:: Available data ::
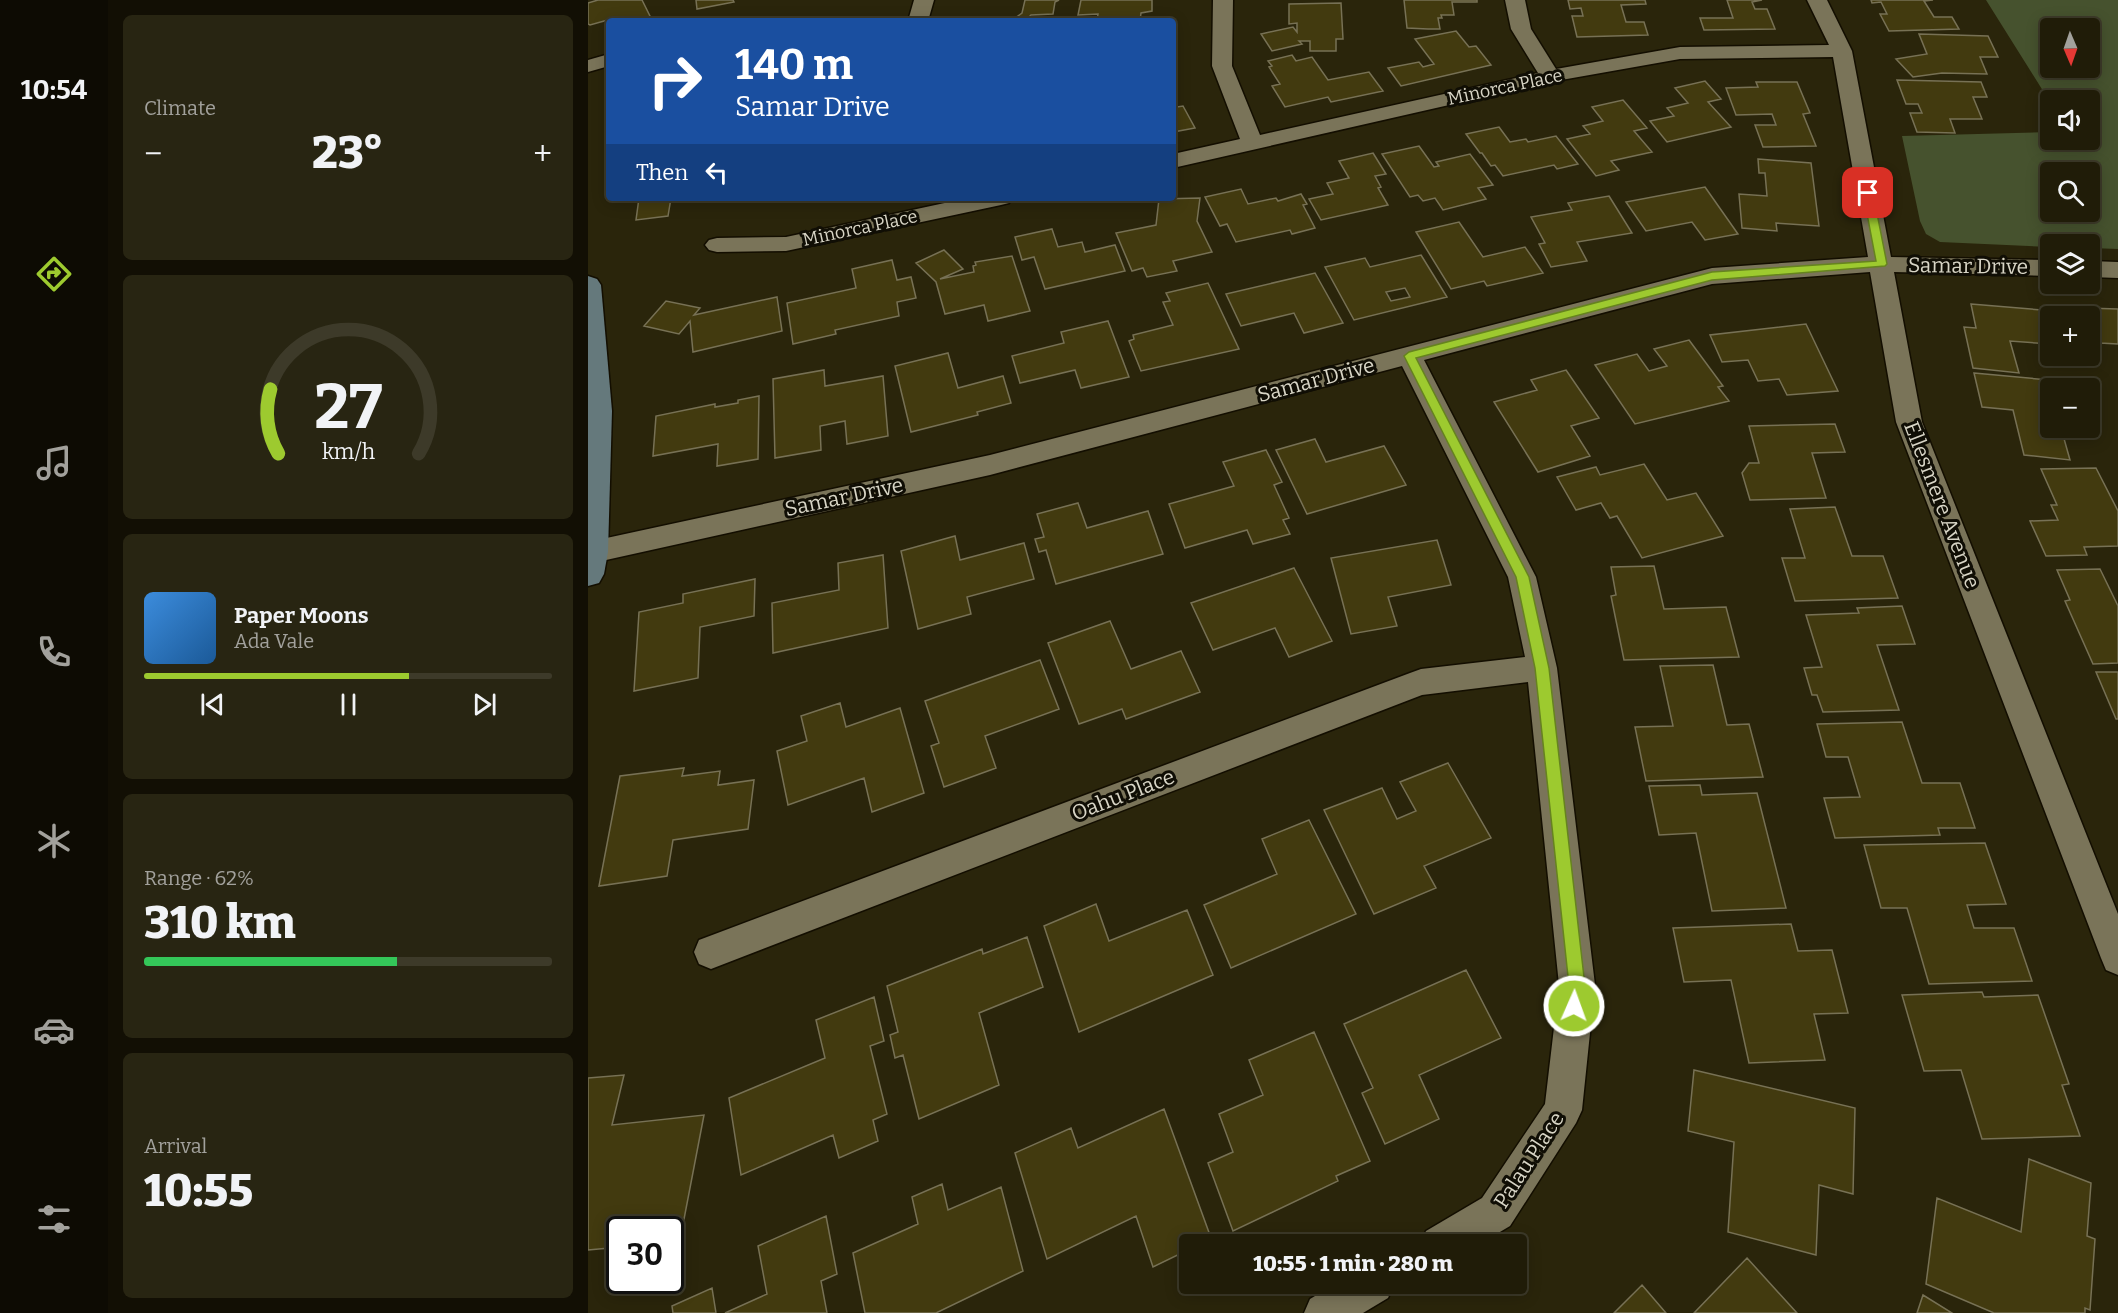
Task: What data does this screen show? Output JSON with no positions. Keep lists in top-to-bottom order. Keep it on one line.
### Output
{"streets":{"street":["Minorca Place","Samar Drive","Ellesmere Avenue","Oahu Place","Palau Place"]},"crossings":[["Minorca Place","Ellesmere Avenue"],["Samar Drive","Ellesmere Avenue"],["Samar Drive","Palau Place"],["Oahu Place","Palau Place"]],"north":"bottom","page":{"tabs":"10:54","tile":["Climate",["Range · 62%","310 km"],["Arrival","10:55"]],"map_buttons":["+","−"],"turn":["140 m","Samar Drive"],"heat":["−","23°","+"],"then":"Then","song":["Paper Moons","Ada Vale"],"limit":"30","trip":"10:55 · 1 min · 280 m","gauge":["27","km/h"]}}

:: Task instructions ::
Quote all the lines above exactly as given. Do not include the pictures.

:: Task solution ::
Task: What data does this screen show? Output JSON with no positions. Keep lists in top-to-bottom order. Keep it on one line.
### Output
{"streets":{"street":["Minorca Place","Samar Drive","Ellesmere Avenue","Oahu Place","Palau Place"]},"crossings":[["Minorca Place","Ellesmere Avenue"],["Samar Drive","Ellesmere Avenue"],["Samar Drive","Palau Place"],["Oahu Place","Palau Place"]],"north":"bottom","page":{"tabs":"10:54","tile":["Climate",["Range · 62%","310 km"],["Arrival","10:55"]],"map_buttons":["+","−"],"turn":["140 m","Samar Drive"],"heat":["−","23°","+"],"then":"Then","song":["Paper Moons","Ada Vale"],"limit":"30","trip":"10:55 · 1 min · 280 m","gauge":["27","km/h"]}}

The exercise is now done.